So how has AMS performed, in practice?

The CCS have informally advised previously that AMS are offering to reduce the payment term to all agencies from 40 days (10 days for self-billing + first 30-day segment, above) to 25 days (10 days for self-billing + half of the first 30-day segment, above) for a “short period.”

The 1st payment under this ‘interim proposal’ therefore was due for payment on Friday July 13th. But there are reports online by an agent that they received only the ‘payment advice’ on July 13th, yet the cleared funds they require to pay the contractors were only received in their bank account on July 16th. So three days later than proposed. Let’s just hope that Alexander Mann Solutions are NOT starting as they mean to go on.

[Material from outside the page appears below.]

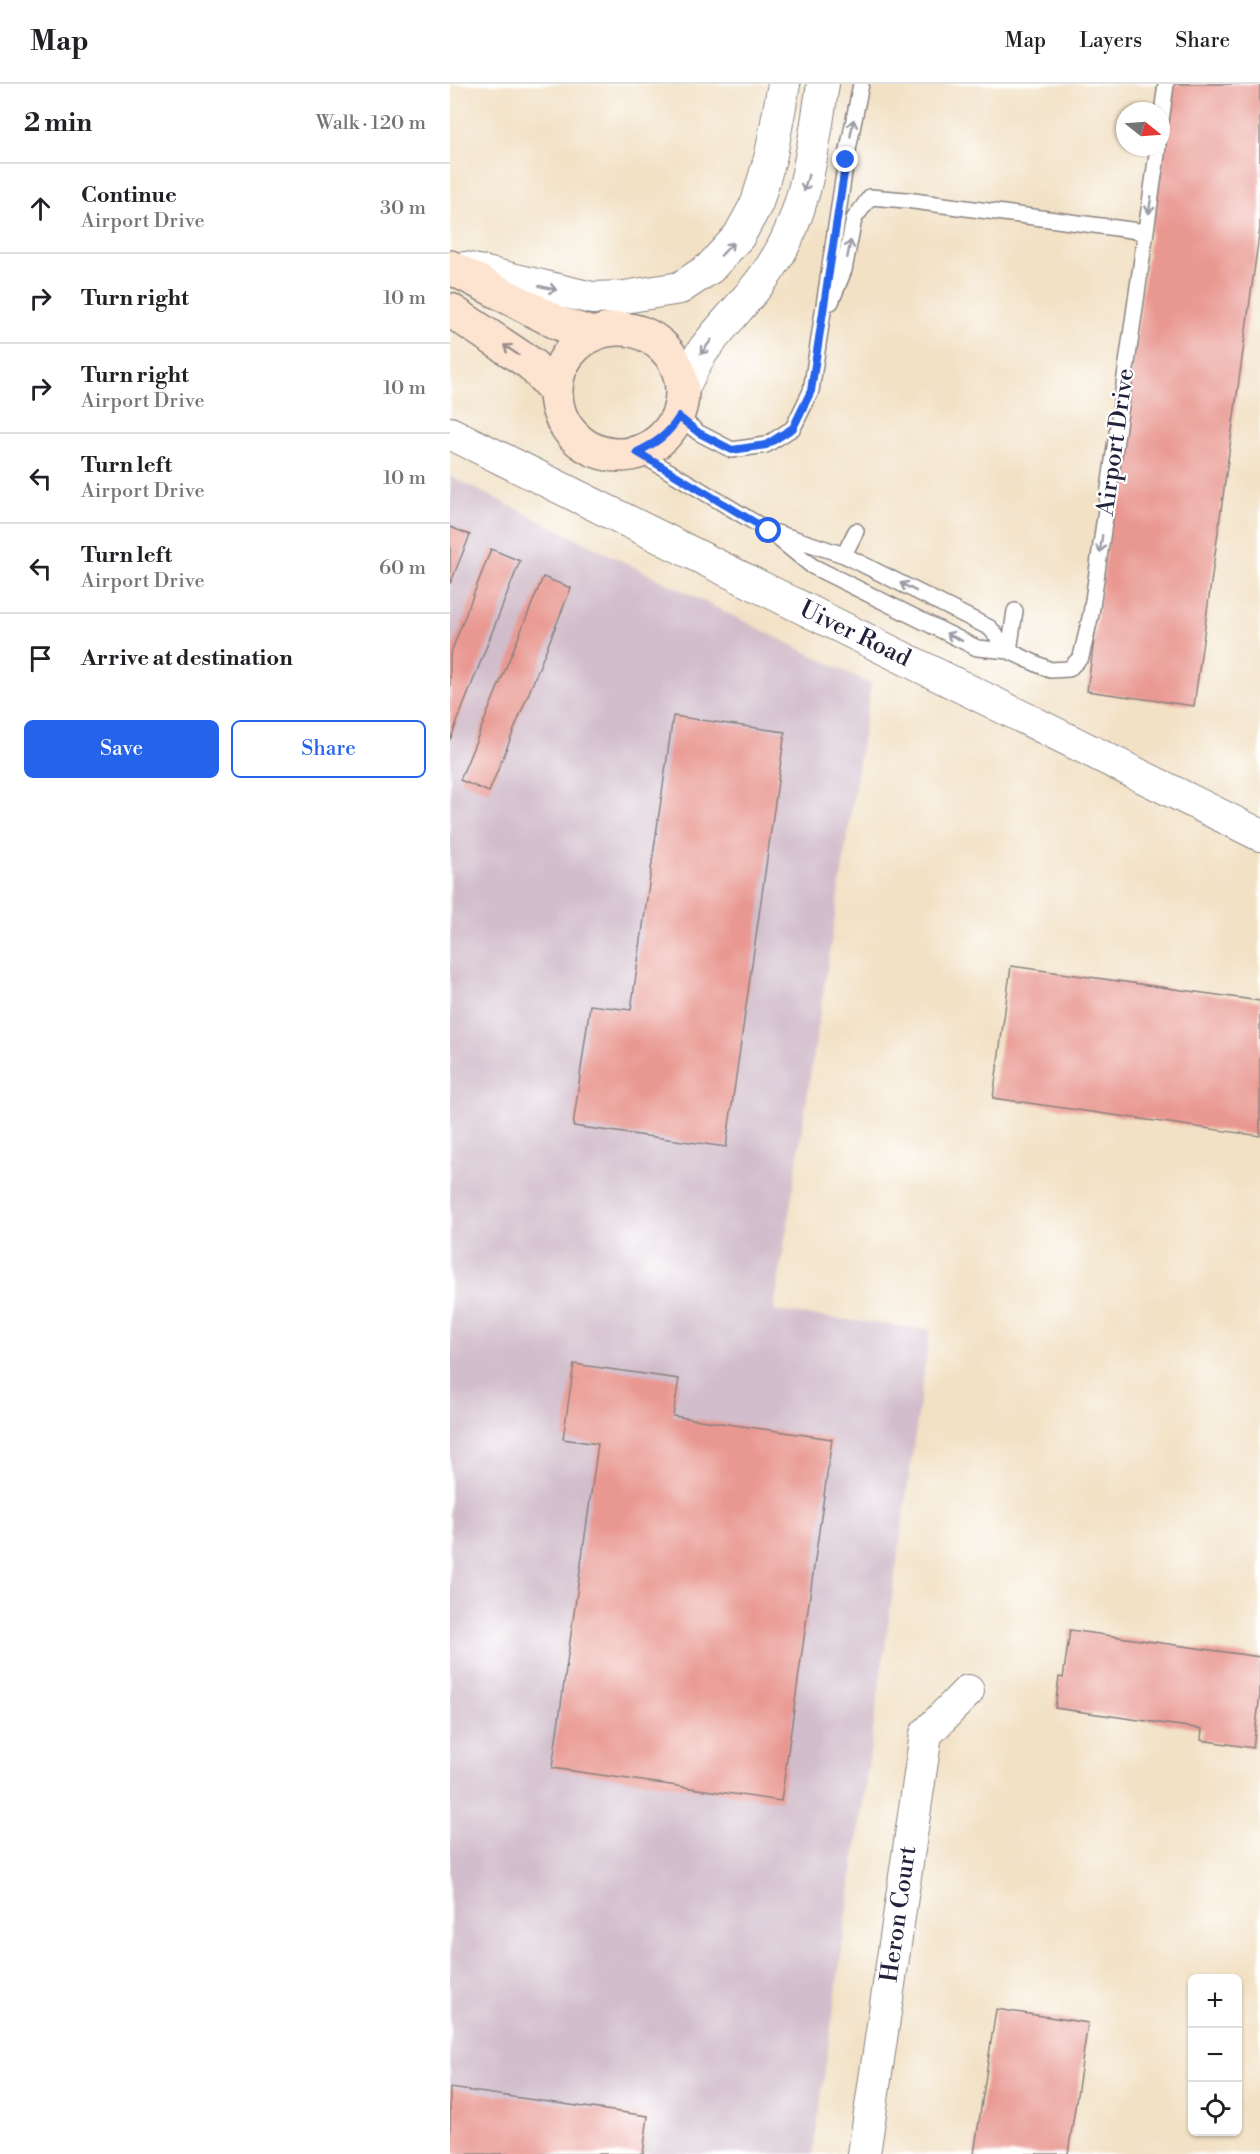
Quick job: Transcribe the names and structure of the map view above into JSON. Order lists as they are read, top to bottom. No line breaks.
{"streets":{"street":["Uiver Road","Heron Court"],"lane":["Airport Drive"]},"north":"right","page":{"header":"Map","nav":["Map","Layers","Share"],"heading":["2 min","Walk · 120 m"],"list":[["Continue","Airport Drive","30 m"],["Turn right","10 m"],["Turn right","Airport Drive","10 m"],["Turn left","Airport Drive","10 m"],["Turn left","Airport Drive","60 m"],"Arrive at destination"],"buttons":["Save","Share"],"map_buttons":["+","−"]}}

Being paid V getting the money

Since a few of us contractors have spoken out about the AMS Framework, it has been helpfully pointed out on ContractorUK’s Forum and the likes of, that being paid and getting the money into your bank account is NOT one and the same thing if you’re a contractor.

From my two decades' experience of procurement, the public sector and contracting more generally, I can assert with confidence that contractors only ever consider themselves as truly paid once a new set of figures increases their bank account balance, so their children can be fed and the mortgage company can be kept from the door.

What does this mean for Contractor/PSC business risk?

Even if you’re a PSC paid under the supposedly best-case-scenario ‘interim proposal’ (so three days later than your agent should be paid), the implications for a one-person supplier, who almost always lacks a financial buffer, are almost always going to be serious. This was flagged up only the other day by an online accounting platform for single-person consultancies. And if anyone gets to see the effects of late payment, first-hand, it’s probably them!

Back to the AMS Framework. On the basis of what’s happened so far, your children will go hungry for longer and the mortgage company could be on your doorstep. There seems to be no acknowledgement of these very real, human consequences by the CCS and AMS, for the people governed by their framework, who work via them professionally.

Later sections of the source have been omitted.